Steve Wright

No. 72, 78, 75, 73, 62
- Position: Offensive tackle

Personal information
- Born: July 18, 1942 Birmingham, Alabama, U.S.
- Died: June 1, 2025 (aged 82) Augusta, Georgia, U.S.
- Listed height: 6 ft 6 in (1.98 m)
- Listed weight: 250 lb (113 kg)

Career information
- High school: Manual (Louisville, Kentucky)
- College: Alabama (1960-1963)
- NFL draft: 1964 (5th round, 69th overall pick)
- AFL draft: 1964 (8th round, 59th overall pick)

Career history
- Green Bay Packers (1964–1967); New York Giants (1968–1969); Washington Redskins (1970); Chicago Bears (1971); St. Louis Cardinals (1972); Chicago Fire (1974); Chicago Winds (1975);

Awards and highlights
- 2× Super Bowl champion (I, II); 3× NFL champion (1965, 1966, 1967); National champion (1961);

Career NFL statistics
- Games played: 101
- Games started: 43
- Fumble recoveries: 5
- Stats at Pro Football Reference

= Steve Wright (American football, born 1942) =

American football player (1942–2025)

Stephen Thomas Wright (July 18, 1942 – June 1, 2025) was an American professional football player who was an offensive tackle for five teams in the National Football League (NFL). He also played for the Chicago Fire of the WFL in 1974. Wright played college football for the Alabama Crimson Tide. He never started a game for Alabama, but was selected in the fifth round of the 1964 NFL draft by the Green Bay Packers, as well as the New York Jets in the eighth round of the American Football League draft; although New York offered a blank check, the prospect of playing for Green Bay proved to factor in his decision. Wright started in 43 of 101 games in nine seasons in the NFL.
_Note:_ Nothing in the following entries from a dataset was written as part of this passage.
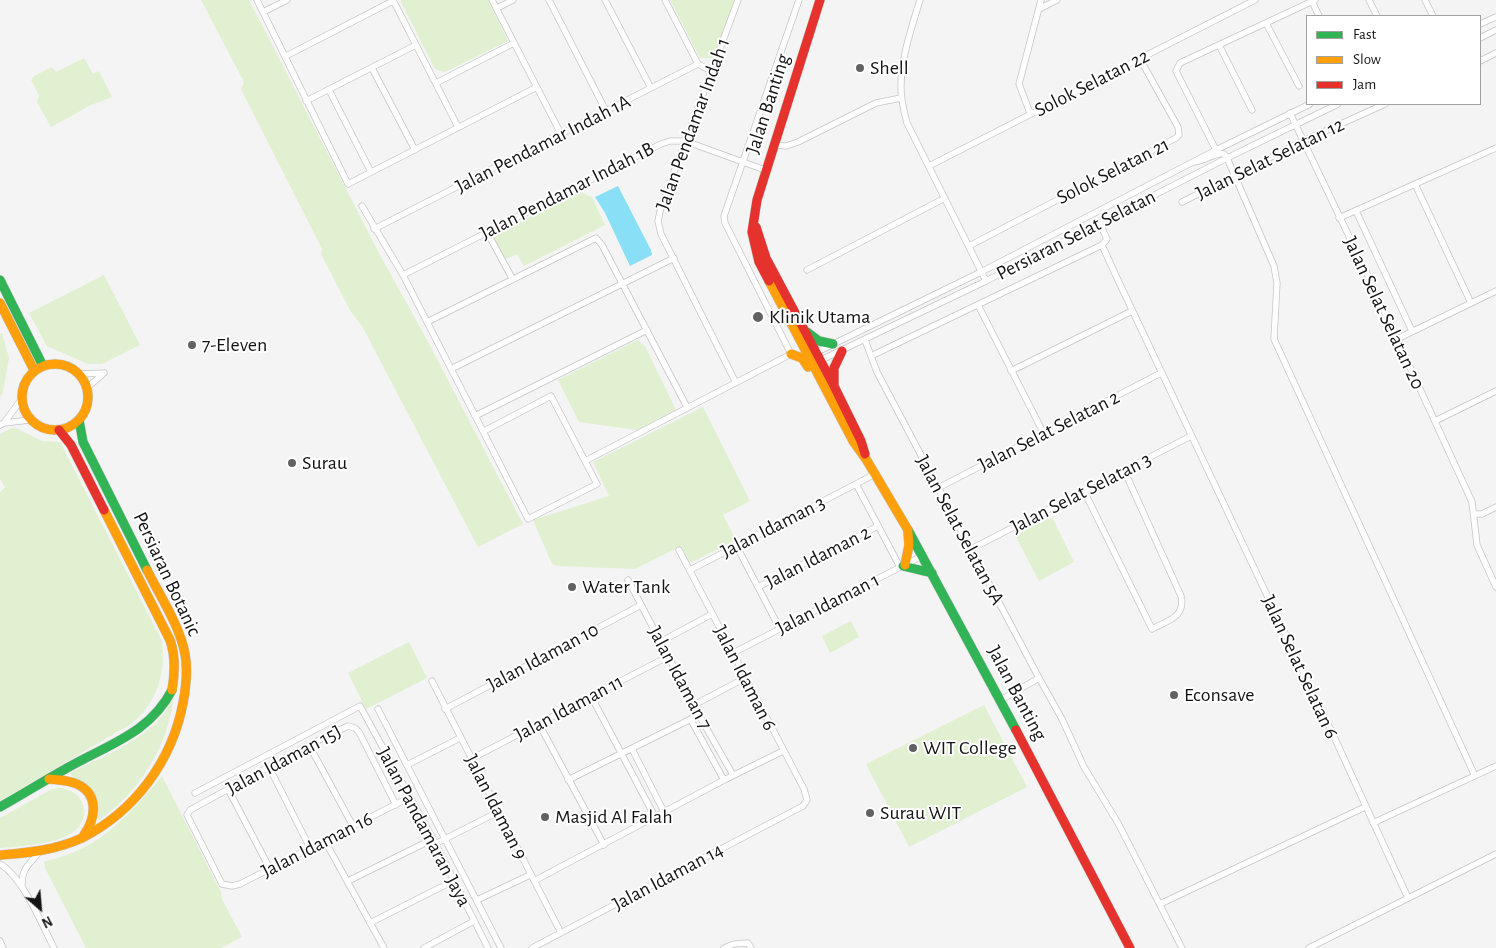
<!DOCTYPE html>
<html>
<head>
<meta charset="utf-8">
<style>
  body { margin:0 }
  #map { position:relative; width:1496px; height:948px; overflow:hidden; background:#f4f4f4; font-family:"Alegreya Sans",sans-serif }
  canvas { display:block }
  .legend { position:absolute; left:1306px; top:15px; width:175px; height:90px; box-sizing:border-box; background:#fff; border:1px solid #a1a1a1; margin:0; padding:6px 9px; list-style:none; font-size:15px; color:#141415 }
  .legend li { display:flex; align-items:center; gap:10px; height:25px }
  .legend b { width:25px; border:1px solid #a1a1a1 }
  .north { position:absolute; left:15px; top:883px; width:50px; height:50px; -webkit-text-stroke:4px #fff; paint-order:stroke; rotate:153deg; font-size:14px; font-weight:700; line-height:20px; text-align:center; color:#141415 }
  .north::after { content:''; display:block; margin:auto; width:18px; height:22px; background:#141415; clip-path:polygon(50% 0,100% 100%,50% 72%,0 100%) }
</style>
</head>
<body>
<div id="map">
<canvas width="1496" height="948"></canvas>
<ul class="legend">
<li><b style="height:6px;background:#30b455"></b>Fast</li>
<li><b style="height:6px;background:#ff9f0a"></b>Slow</li>
<li><b style="height:6px;background:#e5322d"></b>Jam</li>
</ul>
<div class="north">N</div>
</div>
<script>
const ctx = document.querySelector('canvas').getContext('2d');
ctx.lineJoin = 'round';
function fill(path, color) { ctx.fillStyle = color; ctx.fill(path, 'evenodd'); }
function strokePath(path, color, width, dash) { ctx.strokeStyle = color; ctx.lineWidth = width; ctx.lineCap = dash ? 'butt' : 'round'; ctx.setLineDash(dash || []); ctx.stroke(path); }
function drawText(font, color, halo, rows, align = 'center') {
  ctx.font = font + ' "Alegreya Sans",sans-serif'; ctx.lineWidth = 4; ctx.setLineDash([]); ctx.textBaseline = 'middle'; ctx.strokeStyle = halo; ctx.fillStyle = color; for (const [text, x, y, turn = 0] of rows) {
    ctx.save(); ctx.translate(x, y); ctx.rotate((+turn || 0) * Math.PI / 180); ctx.textAlign = isNaN(turn) ? turn : align; if (halo) ctx.strokeText(text, 0, 0); ctx.fillText(text, 0, 0); ctx.restore();
  }
}
const green = new Path2D(`
  M 201,0 L 249,0 L 380,255 L 426,338 L 523,524 L 478,547 L 362,326 L 351,312 L 321,254 L 322,249 L 241,89 L 244,82 Z
  M 401,0 L 488,0 L 508,41 L 445,72 L 435,69 L 401,2 Z
  M 670,0 L 736,0 L 715,58 L 700,58 Z
  M 84,58 L 93,74 L 99,71 L 112,97 L 91,105 L 51,127 L 37,102 L 39,95 L 31,80 L 34,76 L 52,67 L 56,72 Z
  M 580,192 L 592,197 L 605,225 L 524,266 L 517,254 L 504,260 L 492,236 Z
  M 104,275 L 140,345 L 102,364 L 88,364 L 47,346 L 29,313 Z
  M 2,333 L 9,358 L 3,392 L 0,397 L 0,334 Z
  M 638,340 L 645,346 L 676,410 L 637,430 L 579,422 L 558,380 Z
  M 703,407 L 750,501 L 723,515 L 736,540 L 690,563 L 681,546 L 635,569 L 557,566 L 552,564 L 533,520 L 609,496 L 593,462 Z
  M 14,427 L 42,441 L 60,442 L 162,641 C 166,674 157,702 131,724 L 0,801 L 0,492 L 5,487 L 0,479 L 0,434 Z
  M 1052,517 L 1074,562 L 1039,581 L 1015,535 Z
  M 851,621 L 859,637 L 830,653 L 822,636 Z
  M 409,642 L 427,678 L 366,709 L 348,673 Z
  M 174,694 C 169,745 140,792 98,821 C 97,807 93,793 83,783 C 79,779 73,779 70,773 C 99,758 143,741 163,715 C 168,709 171,701 174,694 Z
  M 984,705 L 1027,787 L 909,847 L 866,764 Z
  M 162,776 L 221,892 L 222,899 L 242,937 L 221,948 L 86,948 L 45,868 L 44,862 C 57,858 69,855 81,849 C 114,833 139,803 162,776 Z
  M 60,788 C 71,790 80,794 83,806 C 93,844 23,846 0,848 L 0,818 L 52,789 Z`);
const water = new Path2D(`
  M 618,186 L 651,250 L 652,255 L 630,266 L 605,213 L 595,197 Z`);
const street = new Path2D(`
  M 257,0 L 348,184 L 537,87
  M 393,0 L 458,127
  M 492,0 L 561,134
  M 549,0 L 606,111
  M 605,0 L 651,88
  M 665,0 L 698,64
  M 920,0 C 911,29 897,70 902,100 C 903,108 905,115 907,123 L 986,281
  M 1369,0 L 1377,16
  M 1425,0 L 1433,16
  M 1312,1 L 1319,16
  M 497,8 L 513,0
  M 1039,9 L 1057,0
  M 263,12 L 287,0
  M 1266,23 L 1299,86
  M 1480,24 L 1496,17
  M 1480,38 L 1496,30
  M 1219,45 L 1252,110
  M 286,56 L 393,1
  M 1480,61 L 1496,53
  M 372,68 L 415,150
  M 436,83 L 514,43
  M 329,90 L 371,172
  M 306,101 L 416,45
  M 1030,113 L 1019,84 L 1041,0
  M 1290,113 L 1369,278 L 1472,502 L 1477,545 L 1496,587
  M 774,145 L 786,146 L 798,142 L 876,103 L 901,98
  M 1216,150 L 1176,71 L 1180,63 L 1315,0
  M 1193,162 C 1205,162 1214,152 1224,154 L 1227,158 L 1274,266 L 1277,283 L 1274,339 L 1475,776
  M 929,166 L 1255,0
  M 1415,184 L 1471,303
  M 1182,202 L 1303,141 L 1385,104
  M 362,206 L 403,275 L 528,519 L 597,484 L 551,396 L 484,431
  M 1356,211 L 1412,331
  M 1339,218 L 1496,148
  M 1100,224 L 1107,239 L 1102,245 L 1117,278 L 1336,741 L 1408,898
  M 374,229 L 698,64 L 711,71
  M 487,232 L 512,278
  M 969,246 L 1176,138 L 1179,135 L 1178,127 L 1140,59
  M 807,270 L 945,198
  M 403,275 L 661,144 L 670,141 L 685,141 L 765,170
  M 978,305 L 1044,434
  M 427,322 L 596,238 L 602,245 L 687,407
  M 1397,339 L 1496,291
  M 865,340 L 877,372 L 1039,678 L 999,701
  M 815,353 L 981,272 L 1216,150 L 1310,104
  M 871,356 L 1102,245
  M 819,361 L 986,281 L 1227,158 L 1338,104
  M 451,369 L 674,258
  M 1011,371 L 1132,311
  M 79,374 L 104,373
  M 735,381 L 661,234 L 658,221 L 661,207 L 738,0
  M 87,388 L 104,373
  M 475,416 L 647,330
  M 1435,421 L 1496,391
  M 4,423 L 21,400
  M 0,425 L 4,423 L 30,420
  M 585,461 L 791,354 L 725,223 L 724,216 L 799,0
  M 856,484 L 875,474
  M 938,488 L 1161,373
  M 1084,491 L 1152,629 C 1167,621 1186,617 1181,596 L 1124,470
  M 1475,514 L 1482,514 L 1496,507
  M 737,547 L 780,629
  M 971,549 L 1191,436
  M 690,570 L 856,484 L 900,567
  M 628,580 L 699,715 L 733,775
  M 758,587 L 878,526
  M 660,642 L 712,614
  M 733,653 L 922,556
  M 1039,678 L 1062,719 L 1084,767 L 1118,823 L 1182,948
  M 432,681 L 561,933
  M 591,696 L 655,817
  M 694,705 L 745,678
  M 378,709 L 501,948
  M 445,709 L 641,605
  M 691,720 L 724,780
  M 539,724 L 604,845
  M 309,745 L 353,826
  M 632,749 L 664,812
  M 471,759 L 667,657
  M 407,765 L 460,738
  M 269,767 L 310,848
  M 568,780 L 699,715
  M 228,789 L 270,869
  M 195,793 L 360,706 L 433,839 L 488,948
  M 396,805 L 359,732 L 355,728 L 348,726 L 309,745 L 190,810 L 187,815 L 222,884 L 232,886 L 240,884 L 410,797
  M 1373,823 L 1496,766
  M 325,841 L 384,948
  M 435,844 L 498,812
  M 0,864 C 23,877 42,925 54,948
  M 348,881 L 433,839
  M 534,881 L 724,780 L 783,751
  M 22,887 C 22,866 28,867 40,851
  M 477,900 L 530,875
  M 1160,904 L 1365,807
  M 370,923 L 453,881
  M 0,941 L 3,948
  M 424,948 L 474,921
  M 532,948 L 803,806 L 807,800 L 804,789 L 679,550
  M 724,948 L 734,944 L 748,943 L 751,948
  M 1309,948 L 1496,854`);
const fast = new Path2D(`
  M 0,280 L 43,366
  M 807,332 L 819,341 L 833,344
  M 79,420 L 83,442 L 147,570
  M 908,530 L 1016,730
  M 903,566 L 932,573
  M 0,807 C 27,792 53,775 80,761 C 116,742 152,729 172,690`);
const slow = new Path2D(`
  M 769,281 L 853,441 L 866,459 L 908,530
  M 0,303 L 34,370
  M 791,354 L 802,358 L 808,367
  M22 397a33 33 0 1 1 66 0a33 33 0 1 1-66 0Z
  M 104,510 L 170,640 C 176,657 175,673 172,690
  M 905,565 L 909,545 L 908,533
  M 49,779 C 58,780 68,780 77,784 C 99,794 96,818 84,835
  M 0,855 C 28,853 56,850 82,838 C 135,811 172,761 183,703 C 186,687 188,669 185,654 C 180,626 160,596 147,570`);
const jam = new Path2D(`
  M 756,227 L 766,258 L 834,386 L 861,441 L 865,454
  M 769,281 L 759,262 L 752,232 L 757,200 L 820,0
  M 834,384 L 834,368 L 842,351
  M 59,430 L 71,445 L 104,510
  M 1016,730 L 1130,948`);
const markers = [
  [860,68,5,"#626263"],
  [758,317,6,"#626263"],
  [192,345,5,"#626263"],
  [292,463,5,"#626263"],
  [572,587,5,"#626263"],
  [1174,695,5,"#626263"],
  [913,748,5,"#626263"],
  [870,813,5,"#626263"],
  [545,817,5,"#626263"]
];
const poiNames = [
  ["Shell",870,68],
  ["Klinik Utama",769,317],
  ["7-Eleven",202,345],
  ["Surau",302,463],
  ["Water Tank",582,587],
  ["Econsave",1184,695],
  ["WIT College",923,748],
  ["Surau WIT",880,813],
  ["Masjid Al Falah",555,817]
];
const streetNames = [
  ["Solok Selatan 22",1092,83,-27],
  ["Jalan Banting",768,104,-72],
  ["Jalan Pendamar Indah 1",693,124,-70],
  ["Jalan Pendamar Indah 1A",543,144,-27],
  ["Jalan Selat Selatan 12",1270,159,-26],
  ["Solok Selatan 21",1113,171,-27],
  ["Jalan Pendamar Indah 1B",567,191,-27],
  ["Persiaran Selat Selatan",1076,235,-27],
  ["Jalan Selat Selatan 20",1384,313,65],
  ["Jalan Selat Selatan 2",1049,431,-27],
  ["Jalan Selat Selatan 3",1081,493,-27],
  ["Jalan Idaman 3",773,527,-27],
  ["Jalan Selat Selatan 5A",960,530,62],
  ["Jalan Idaman 2",818,557,-27],
  ["Persiaran Botanic",167,574,65],
  ["Jalan Idaman 1",828,604,-27],
  ["Jalan Idaman 10",543,657,-28],
  ["Jalan Selat Selatan 6",1300,667,65],
  ["Jalan Idaman 7",680,678,62],
  ["Jalan Idaman 6",745,678,63],
  ["Jalan Banting",1017,693,62],
  ["Jalan Idaman 11",569,708,-28],
  ["Jalan Idaman 15J",284,760,-28],
  ["Jalan Idaman 9",496,807,63],
  ["Jalan Pandamaran Jaya",424,827,62],
  ["Jalan Idaman 16",317,845,-27],
  ["Jalan Idaman 14",668,877,-28]
];
fill(green, '#e0f0d0');
fill(water, '#89e0f6');
strokePath(street, '#c6c6c6', 7);
strokePath(fast, '#c6c6c6', 10);
strokePath(slow, '#c6c6c6', 10);
strokePath(jam, '#c6c6c6', 10);
strokePath(street, '#fdfdfd', 5.5);
strokePath(fast, '#30b455', 9);
strokePath(slow, '#ff9f0a', 9);
strokePath(jam, '#e5322d', 9);
for (const [x, y, r, color] of markers) { const dot = new Path2D(); dot.arc(x, y, r, 0, 2 * Math.PI); ctx.fillStyle = color; ctx.fill(dot); strokePath(dot, '#fff', 2); }
drawText('20px', '#141415', '#fff', poiNames, 'left');
drawText('20px', '#141415', '#fff', streetNames);
</script>
</body>
</html>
Wright was the author of I'd Rather be Wright: Memoirs of an Itinerant Tackle (1974, with William Gildea and Kenneth Turan), a fly-on-the wall look at the professional football world of the late 1960s and early 1970s.

In 1969, Wright was the model for the NFL Man of the Year Award (which was changed to honor Walter Payton in 1999), sculpted by Daniel Bennett Schwartz; the award bears Wright's likeness to this day. Wright worked as a salesman for veterinary pharmaceuticals and insurance before retiring, and lived in Augusta, Georgia until his death.

Wright died at a care facility in Augusta on June 1, 2025, at the age of 82.